SOURCE INFORMATION:
================================

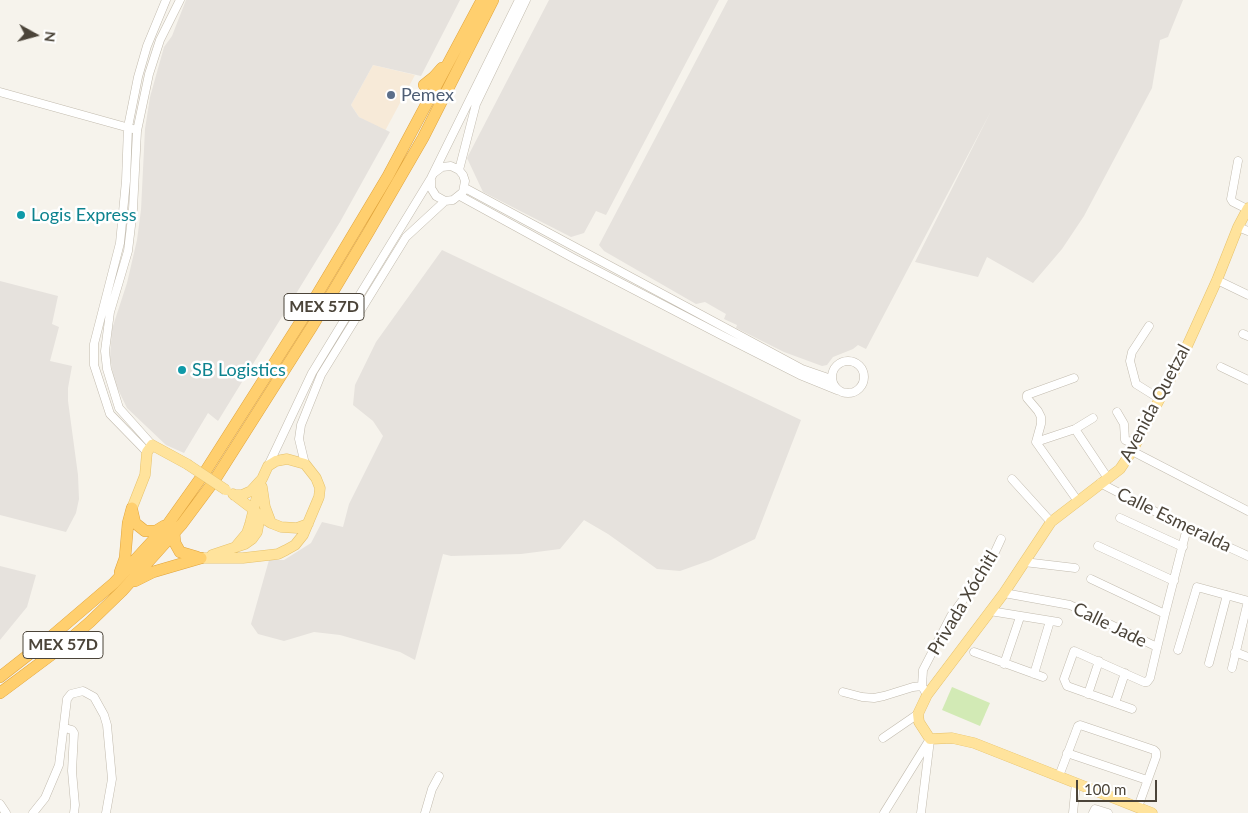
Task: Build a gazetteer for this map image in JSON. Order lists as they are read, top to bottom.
{
  "streets": {
    "highway": ["MEX 57D"],
    "main road": ["Avenida Quetzal"],
    "street": ["Calle Esmeralda", "Privada Xóchitl", "Calle Jade"]
  },
  "crossings": [
    ["Avenida Quetzal", "Calle Esmeralda"],
    ["Avenida Quetzal", "Privada Xóchitl"],
    ["Avenida Quetzal", "Calle Jade"]
  ],
  "places": ["Pemex", "Logis Express", "SB Logistics"],
  "scale_bar": "100 m",
  "north": "right"
}
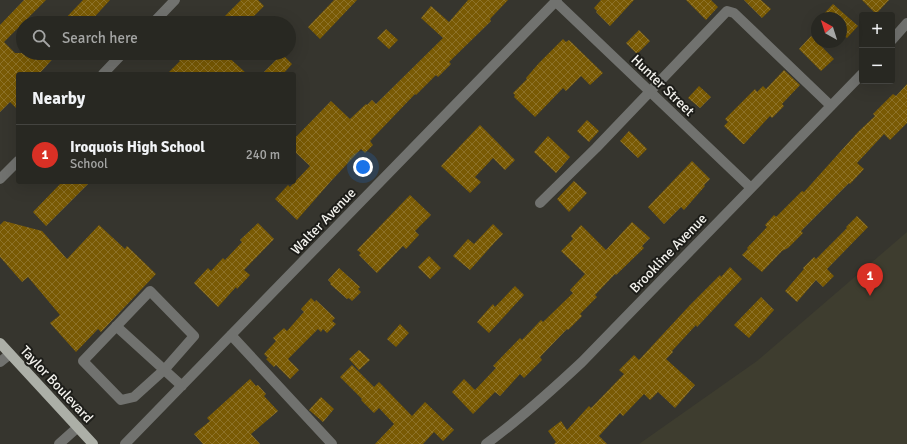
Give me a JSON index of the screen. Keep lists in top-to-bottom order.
{
  "streets": {
    "main road": ["Taylor Boulevard"],
    "street": ["Hunter Street", "Walter Avenue", "Brookline Avenue"]
  },
  "crossings": [
    ["Hunter Street", "Walter Avenue"],
    ["Hunter Street", "Brookline Avenue"]
  ],
  "north": "top left",
  "page": {
    "map_buttons": ["+", "−"],
    "search": "Search here",
    "heading": "Nearby",
    "list": [
      {
        "mark": "1",
        "name": "Iroquois High School",
        "note": "School",
        "value": "240 m"
      }
    ],
    "pins": "1"
  }
}
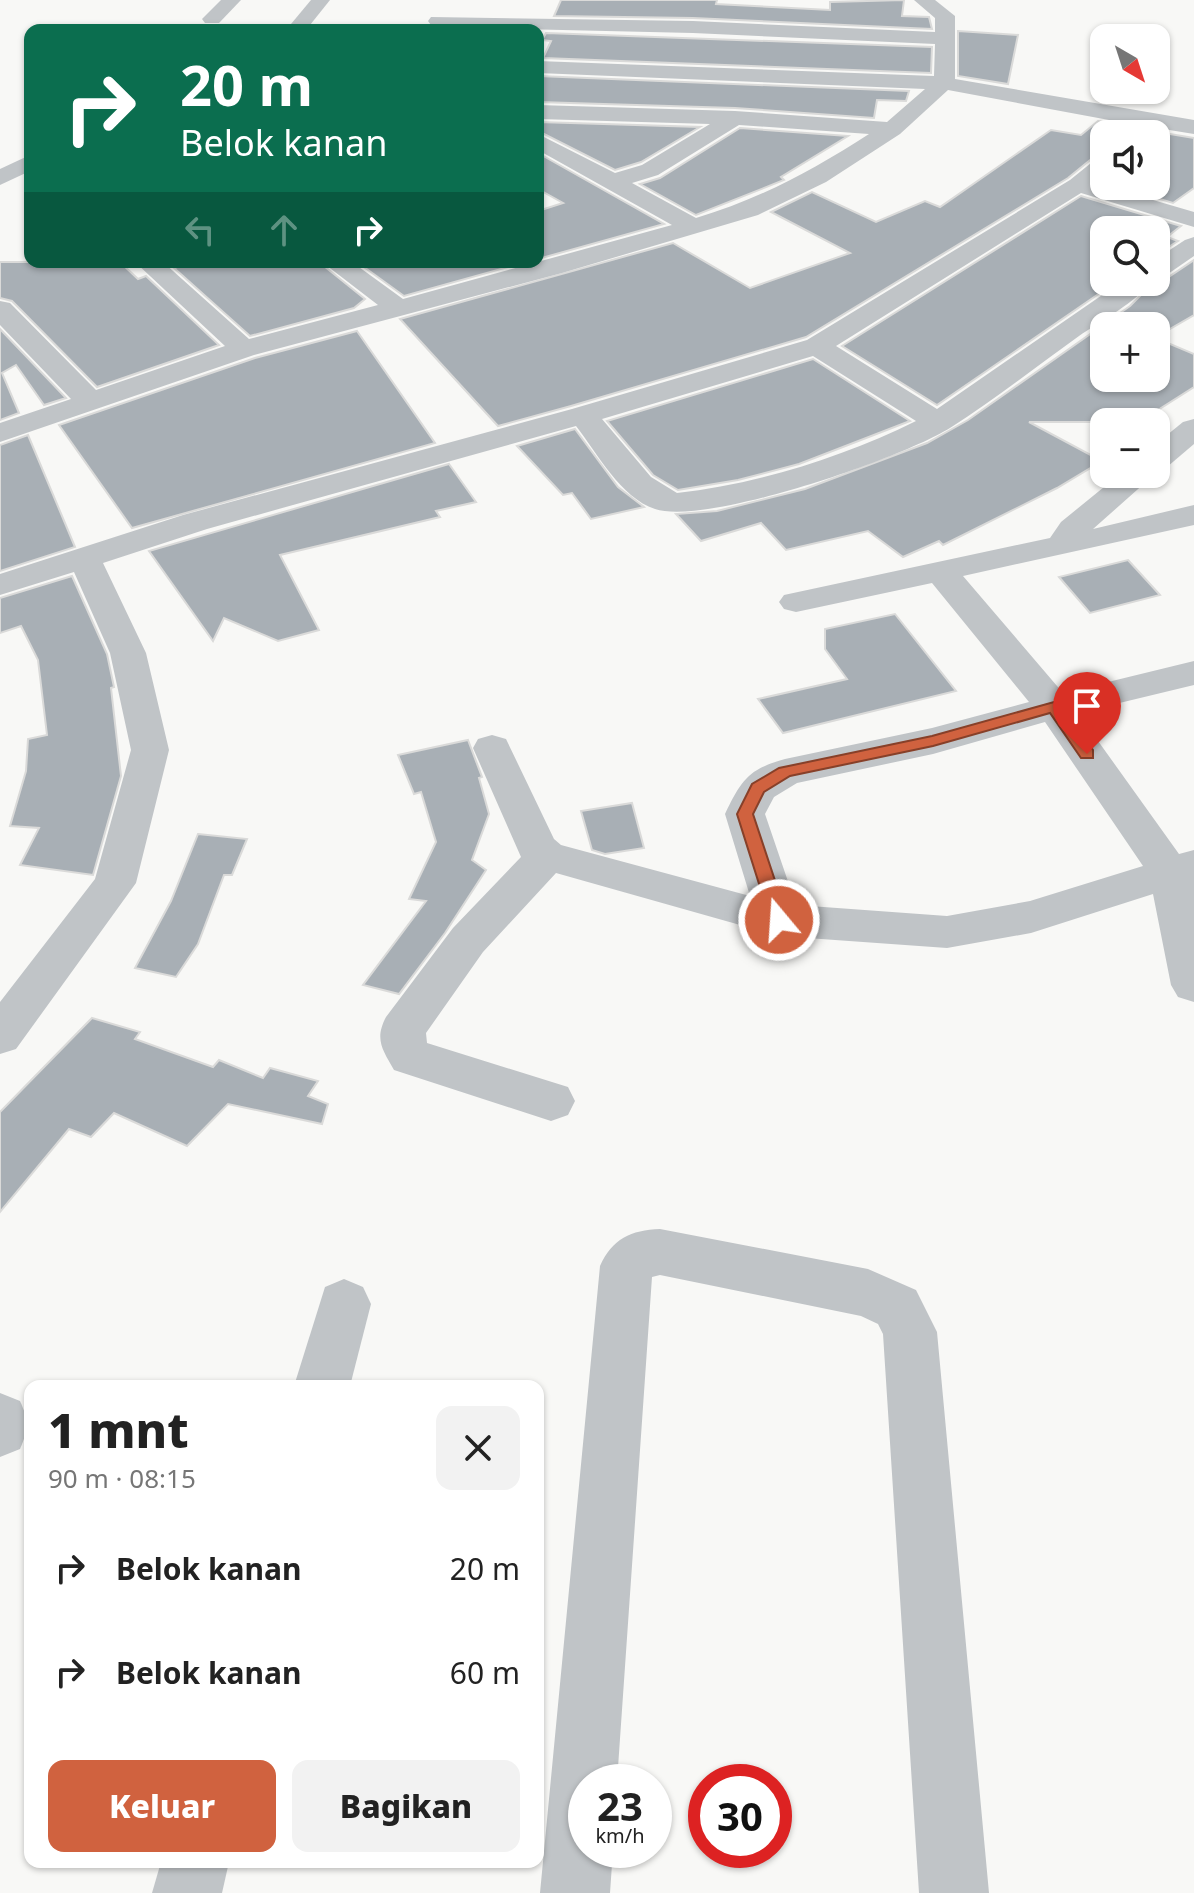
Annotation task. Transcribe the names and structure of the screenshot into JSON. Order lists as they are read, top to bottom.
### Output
{
  "north": "bottom right",
  "page": {
    "map_buttons": ["+", "−"],
    "turn": ["20 m", "Belok kanan"],
    "heading": ["1 mnt", "90 m · 08:15"],
    "list": [
      {
        "name": "Belok kanan",
        "value": "20 m"
      },
      {
        "name": "Belok kanan",
        "value": "60 m"
      }
    ],
    "buttons": ["Keluar", "Bagikan"],
    "speed": "23 km/h",
    "limit": "30"
  }
}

================================

TASK DESCRIPTION:
Having located the line containing "Annotation task. Transcribe", set it down along with every line after it through the end of the data, reproducing each exactly.

EXERCISE ANSWER:
Annotation task. Transcribe the names and structure of the screenshot into JSON. Order lists as they are read, top to bottom.
### Output
{
  "north": "bottom right",
  "page": {
    "map_buttons": ["+", "−"],
    "turn": ["20 m", "Belok kanan"],
    "heading": ["1 mnt", "90 m · 08:15"],
    "list": [
      {
        "name": "Belok kanan",
        "value": "20 m"
      },
      {
        "name": "Belok kanan",
        "value": "60 m"
      }
    ],
    "buttons": ["Keluar", "Bagikan"],
    "speed": "23 km/h",
    "limit": "30"
  }
}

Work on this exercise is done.